Unifying Floquet theory of longitudinal and dispersive readout
Alessandro Chessari, Esteban A. Rodríguez-Mena, José Carlos Abadillo-Uriel, Victor Champain, Simon Zihlmann, Romain Maurand, Yann-Michel Niquet, Michele Filippone
TL;DR
This work unifies longitudinal and dispersive readout in circuit QED through a Floquet framework, showing that the AC Stark shift dictates the longitudinal coupling via the slope and the dispersive shift via the curvature of the driven Floquet spectrum. A Floquet-Schr"odinger-Wolff transformation derives an effective Hamiltonian that captures both readout channels, extending to multi-level systems and non-coherent cavity states. The theory explains when longitudinal readout outperforms dispersive readout, reveals how large drives can suppress readout via Floquet resonances, and provides compensation strategies applicable to transmon, fluxonium, and spin-hybrid devices. The results are supported by analytical calculations and numerical simulations, highlighting the practical advantages for fast, QND readout and the nuanced role of drive strength and detuning. This framework offers a cohesive description across adiabatic and diabatic regimes and across multiple qubit architectures, enabling optimized readout in complex cQED platforms.
Abstract
We devise a Floquet theory of longitudinal and dispersive readout in circuit QED. By studying qubits coupled to cavity photons and driven at the resonance frequency of the cavity $ω_{\rm r}$, we establish a universal connection between the qubit AC Stark shift and the longitudinal and dispersive coupling to photons. We find that the longitudinal coupling $g_\parallel$ is controlled by the slope of the AC Stark shift as function of the driving strength $A_{\rm q}$, while the dispersive shift $χ$ depends on its curvature.
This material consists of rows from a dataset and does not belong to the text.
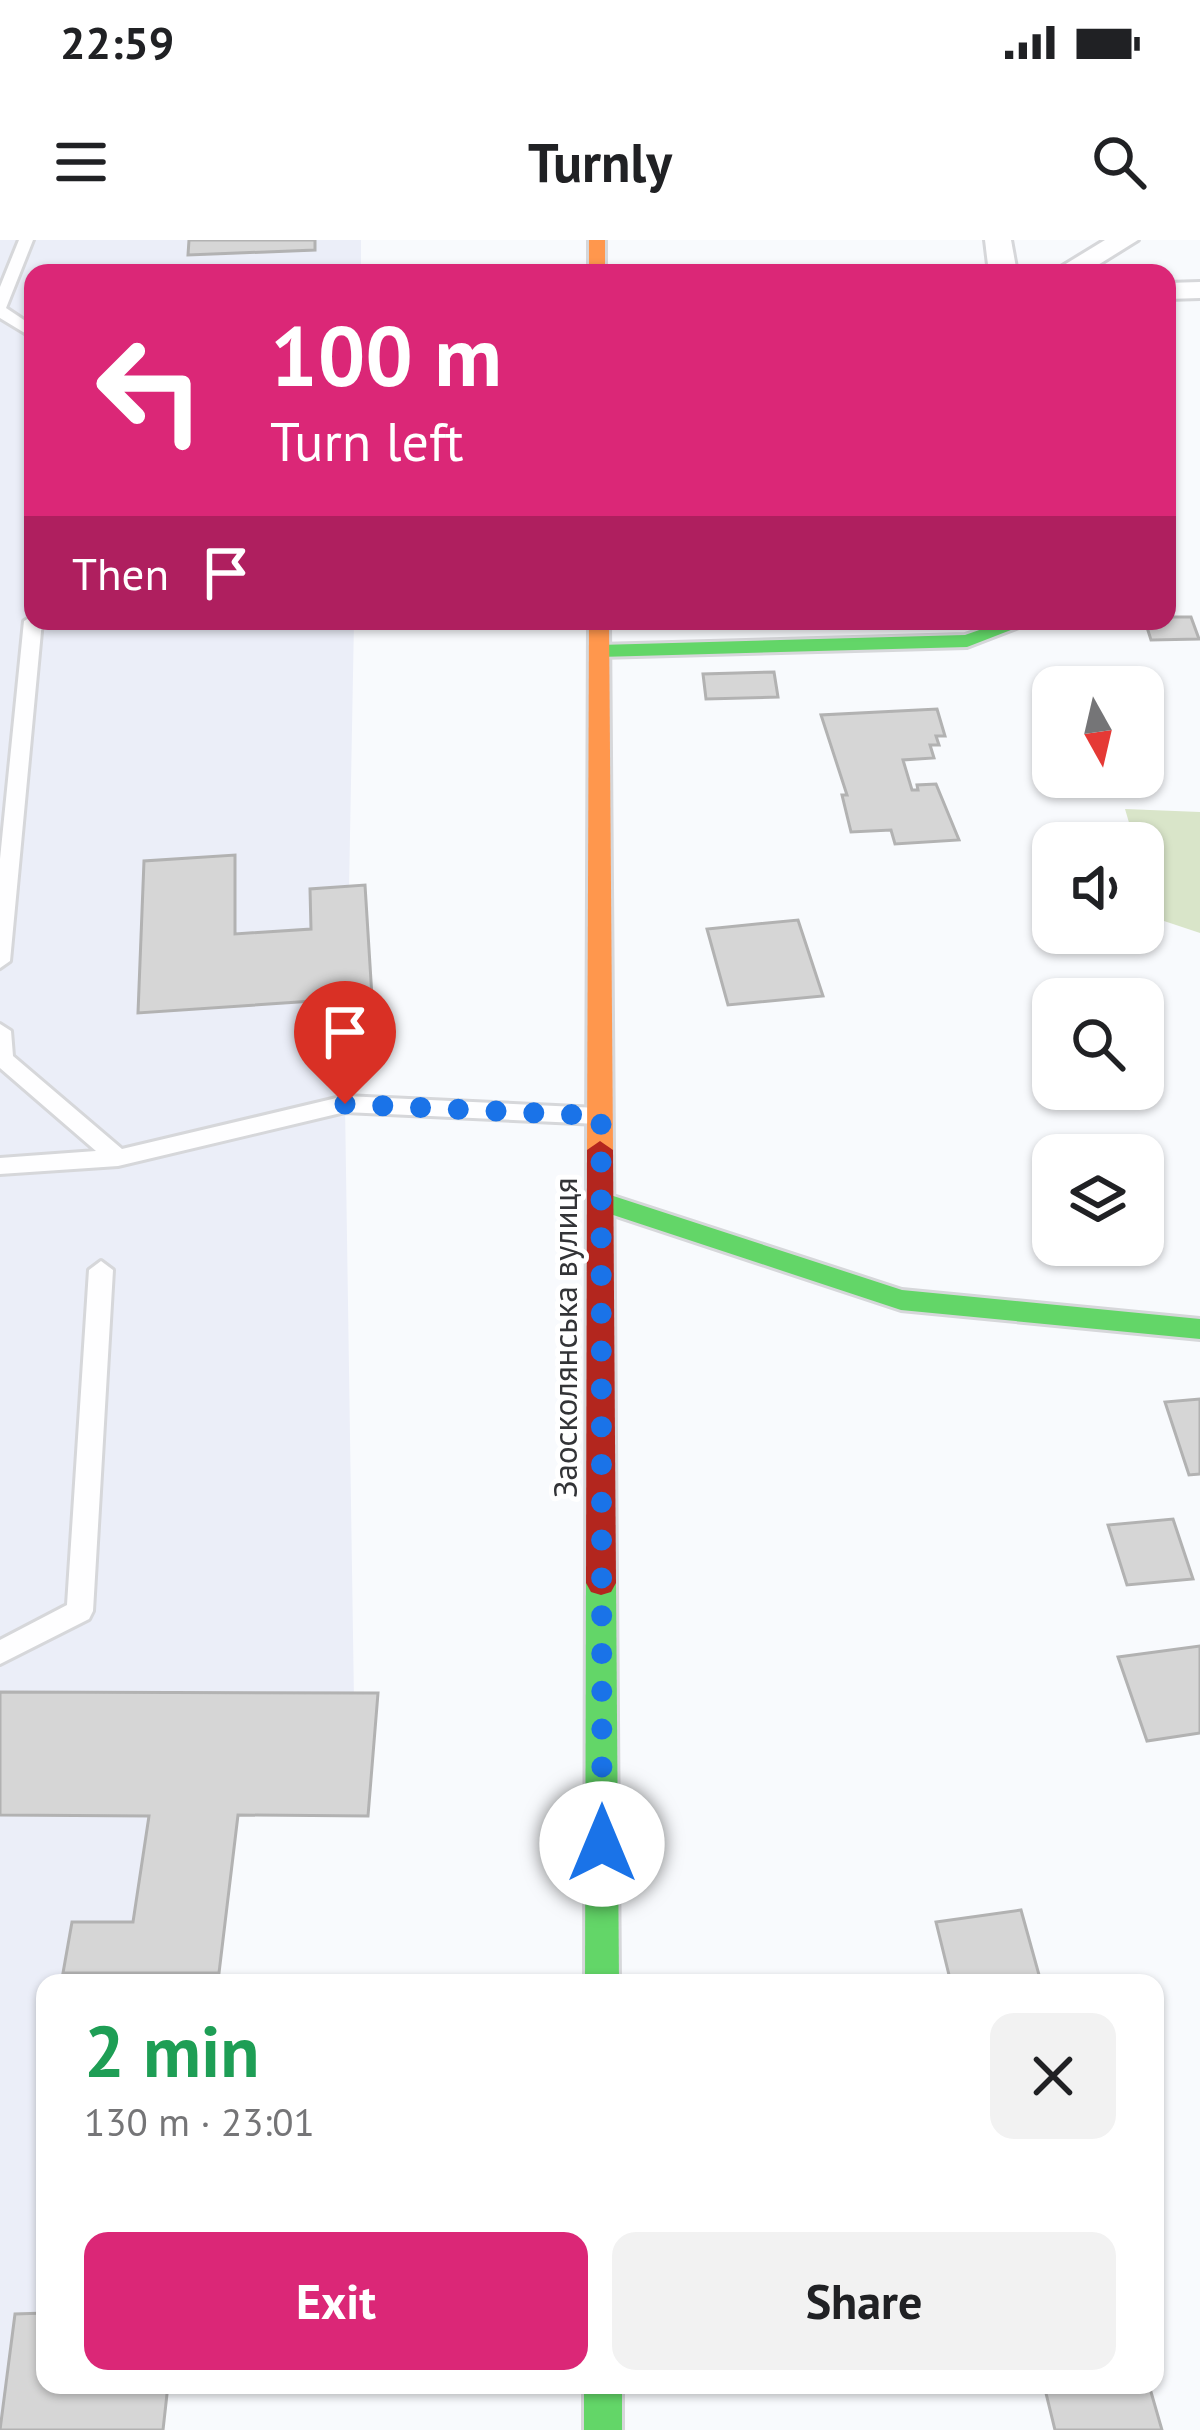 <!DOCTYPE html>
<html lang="en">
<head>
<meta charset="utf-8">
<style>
  body { margin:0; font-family:"PT Sans",sans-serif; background:#f2f2f2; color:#202124; height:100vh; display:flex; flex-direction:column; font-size:45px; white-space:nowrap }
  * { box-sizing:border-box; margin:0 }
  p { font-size:39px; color:#757577 }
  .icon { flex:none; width:66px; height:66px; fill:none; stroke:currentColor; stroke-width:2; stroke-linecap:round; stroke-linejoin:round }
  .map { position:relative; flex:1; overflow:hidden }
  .side { position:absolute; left:36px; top:1734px; width:1128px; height:420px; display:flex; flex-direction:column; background:#fff; border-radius:24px; box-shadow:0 3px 9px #0004 }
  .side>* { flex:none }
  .top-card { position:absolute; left:24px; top:24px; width:1152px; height:366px; border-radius:24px; box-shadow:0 3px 9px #0004; background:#db2777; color:#fff; overflow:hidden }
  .needle { width:78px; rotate:172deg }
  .buttons { position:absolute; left:1032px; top:426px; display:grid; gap:24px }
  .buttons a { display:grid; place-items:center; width:132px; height:132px; border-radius:24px; background:#fff; box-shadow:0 3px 9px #0004; font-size:60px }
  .pin { position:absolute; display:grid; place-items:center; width:102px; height:102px; color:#fff; margin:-123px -51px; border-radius:50% 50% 50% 0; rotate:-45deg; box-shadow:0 0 12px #0007 }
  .pin .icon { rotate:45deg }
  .me { position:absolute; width:132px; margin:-66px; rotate:0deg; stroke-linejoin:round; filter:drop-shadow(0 0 9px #0008) }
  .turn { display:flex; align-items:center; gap:42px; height:252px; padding:0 48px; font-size:54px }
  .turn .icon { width:156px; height:156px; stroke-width:2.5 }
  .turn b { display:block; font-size:84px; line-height:102px }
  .then { display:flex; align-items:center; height:114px; padding:0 48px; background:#0003; gap:24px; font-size:45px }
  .round { display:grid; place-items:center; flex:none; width:126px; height:126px; border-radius:24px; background:#f2f2f2 }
  .head { display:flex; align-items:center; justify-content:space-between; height:204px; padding:0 48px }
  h1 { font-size:72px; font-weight:600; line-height:90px; color:#1e9e55 }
  .action { display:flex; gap:24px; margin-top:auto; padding:24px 48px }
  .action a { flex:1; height:138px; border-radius:24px; background:#db2777; color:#fff; font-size:48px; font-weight:600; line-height:138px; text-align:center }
  .action a+a { background:#f2f2f2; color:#202124 }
  .status { display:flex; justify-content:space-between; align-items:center; height:84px; padding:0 60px; background:#fff; direction:ltr }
  .status svg { height:33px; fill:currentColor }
  header { display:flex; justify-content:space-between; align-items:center; height:156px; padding:0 48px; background:#fff; font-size:54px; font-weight:600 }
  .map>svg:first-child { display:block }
  .built { fill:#ebeef8 }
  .green { fill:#d9e5c9 }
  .building { fill:#d6d6d6; stroke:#b2b2b2; stroke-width:3 }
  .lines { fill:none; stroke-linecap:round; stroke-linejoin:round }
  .lane-casing { stroke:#d6d7da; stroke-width:6 }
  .street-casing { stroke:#d6d7da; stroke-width:6 }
  .fast-casing { stroke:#d6d7da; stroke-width:6 }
  .slow-casing { stroke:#d6d7da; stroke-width:6 }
  .jam-casing { stroke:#d6d7da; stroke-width:6 }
  .lane { fill:#fefeff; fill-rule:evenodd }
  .street { fill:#fefeff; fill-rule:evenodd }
  .fast { fill:#63d668; fill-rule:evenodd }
  .slow { fill:#ff974d; fill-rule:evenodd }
  .jam { fill:#b3261e; fill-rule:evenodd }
  .route { stroke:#1a73e8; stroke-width:21; stroke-dasharray:0 37.8 }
  .labels { text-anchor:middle; stroke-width:10; stroke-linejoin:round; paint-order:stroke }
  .street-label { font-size:33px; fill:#333437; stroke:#fff }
</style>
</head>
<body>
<div class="status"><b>22:59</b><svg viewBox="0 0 49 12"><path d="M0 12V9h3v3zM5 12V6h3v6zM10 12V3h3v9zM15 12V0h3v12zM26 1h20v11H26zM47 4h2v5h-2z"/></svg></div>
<header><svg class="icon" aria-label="menu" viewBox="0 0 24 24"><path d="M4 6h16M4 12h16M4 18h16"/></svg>Turnly<svg class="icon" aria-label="search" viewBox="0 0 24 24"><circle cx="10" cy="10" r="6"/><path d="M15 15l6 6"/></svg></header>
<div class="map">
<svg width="1200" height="2190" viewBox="0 0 1200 2190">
  <rect width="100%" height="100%" fill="#f8fafd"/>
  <polygon class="built" points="0,0 361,0 361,33 33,33 33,381 354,381 345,864 355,1528 220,1530 189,1743 45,1743 45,2145 0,2190"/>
  <polygon class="green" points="1125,569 1200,572 1200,693 1158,679 1143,628 1143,603 1135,603"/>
  <g class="building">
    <polygon points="189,0 315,0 315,10 188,15"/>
    <polygon points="1167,377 1191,377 1199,399 1151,400 1145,381 1167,381"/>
    <polygon points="774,432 778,457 706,459 703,434"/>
    <polygon points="937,469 945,496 936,496 939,505 930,505 934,518 903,520 912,550 918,550 917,545 936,544 959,600 895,604 891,590 851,592 842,555 847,555 821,475"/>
    <polygon points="235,615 235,694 311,689 310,649 365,645 372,757 138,773 144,621"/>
    <polygon points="798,680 823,756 728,765 707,689"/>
    <polygon points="1200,1159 1200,1234 1189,1235 1165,1162"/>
    <polygon points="1173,1279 1193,1339 1127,1345 1108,1285"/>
    <polygon points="1200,1406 1200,1493 1147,1501 1118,1417"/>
    <polygon points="0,1452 378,1453 368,1576 238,1575 219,1733 63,1733 72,1682 133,1682 149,1576 0,1575"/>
    <polygon points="1021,1670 1041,1742 951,1743 936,1682"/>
    <polygon points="45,2073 45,2145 168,2145 163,2190 0,2190 15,2074"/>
    <polygon points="1044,2145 1149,2145 1162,2190 1055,2190"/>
  </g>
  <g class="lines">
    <defs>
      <g id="lane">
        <polygon points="19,0 33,0 6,68 33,86 33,98 0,78 0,47"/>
        <polygon points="33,376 33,381 42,381 10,721 0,728 0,619 24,381"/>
        <polygon points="0,784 11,791 13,816 122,909 345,856 598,868 609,876 598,884 345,872 118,926 0,934 0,918 96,911 0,828"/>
        <polygon points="101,1021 113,1030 93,1371 89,1379 0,1424 0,1400 67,1365 89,1030"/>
      </g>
      <g id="street">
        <polygon points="985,0 1011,0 1017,33 989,33"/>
        <polygon points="1105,0 1138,0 1085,33 1051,33"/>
        <polygon points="1200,42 1200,58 1167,59 1167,43"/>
      </g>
      <g id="fast">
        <polygon points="1005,381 1034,381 967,407 599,417 589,411 599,405 965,395"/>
        <polygon points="601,952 902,1050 1200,1079 1200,1099 901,1070 592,968 588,961"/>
        <polygon points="601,1331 611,1334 616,1343 619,1743 585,1743 586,1343 591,1334"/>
        <rect x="584" y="2145" width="38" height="45"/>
      </g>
      <g id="slow">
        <rect x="589" y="0" width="16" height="33"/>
        <polygon points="589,381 609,381 613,910 600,919 587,910"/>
      </g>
      <polygon id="jam" points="600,901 613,910 616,1343 611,1352 601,1355 591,1352 586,1343 587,910"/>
    </defs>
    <use href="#lane" class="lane-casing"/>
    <use href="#street" class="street-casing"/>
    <use href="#fast" class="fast-casing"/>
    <use href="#slow" class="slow-casing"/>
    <use href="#jam" class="jam-casing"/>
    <use href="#lane" class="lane"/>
    <use href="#street" class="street"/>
    <use href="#fast" class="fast"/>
    <use href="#slow" class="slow"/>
    <use href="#jam" class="jam"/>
  </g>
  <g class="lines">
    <polyline class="route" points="345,864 601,876 602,1604"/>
  </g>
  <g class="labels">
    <g class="street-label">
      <text transform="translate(565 1098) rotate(-90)" y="12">Заосколянська вулиця</text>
    </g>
  </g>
</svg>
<div class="buttons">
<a><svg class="needle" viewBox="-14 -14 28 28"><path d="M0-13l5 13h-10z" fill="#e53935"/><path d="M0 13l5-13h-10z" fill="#757577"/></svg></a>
<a><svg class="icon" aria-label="sound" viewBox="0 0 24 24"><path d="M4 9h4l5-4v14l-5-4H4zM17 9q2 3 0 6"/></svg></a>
<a><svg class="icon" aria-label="search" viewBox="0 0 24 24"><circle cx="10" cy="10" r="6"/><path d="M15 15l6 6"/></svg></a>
<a><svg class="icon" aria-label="layers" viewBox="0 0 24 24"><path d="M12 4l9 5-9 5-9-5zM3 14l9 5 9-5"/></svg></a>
</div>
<div class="pin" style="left:345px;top:864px;background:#d93025"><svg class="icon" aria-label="arrive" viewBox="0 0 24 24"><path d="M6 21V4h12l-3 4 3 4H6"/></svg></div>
<svg class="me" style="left:602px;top:1604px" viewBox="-20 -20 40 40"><circle r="19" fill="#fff"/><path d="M0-13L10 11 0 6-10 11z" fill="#1a73e8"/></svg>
<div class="top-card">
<div class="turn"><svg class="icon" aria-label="left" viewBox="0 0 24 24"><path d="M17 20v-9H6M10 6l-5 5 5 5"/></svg><div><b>100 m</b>Turn left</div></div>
<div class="then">Then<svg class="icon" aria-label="arrive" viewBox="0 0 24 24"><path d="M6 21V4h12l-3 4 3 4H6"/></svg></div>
</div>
<section class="side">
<div class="head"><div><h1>2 min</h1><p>130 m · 23:01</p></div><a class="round"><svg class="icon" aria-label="close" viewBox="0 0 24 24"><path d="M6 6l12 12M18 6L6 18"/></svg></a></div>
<div class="action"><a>Exit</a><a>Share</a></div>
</section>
</div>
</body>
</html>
The two quantities become proportional to each other in the weak drive limit ($A_{\rm q}\rightarrow 0$). Our approach unifies the adiabatic limit ($ω_{\rm r}\rightarrow 0$) -- where $g_\parallel$ is generated by the static spectrum curvature (or quantum capacitance) -- with the diabatic one, where the static spectrum plays no role. We derive analytical results supported by exact numerical simulations. We apply them to superconducting and spin-hybrid cQED systems, showcasing the flexibility of faster-than-dispersive longitudinal readout.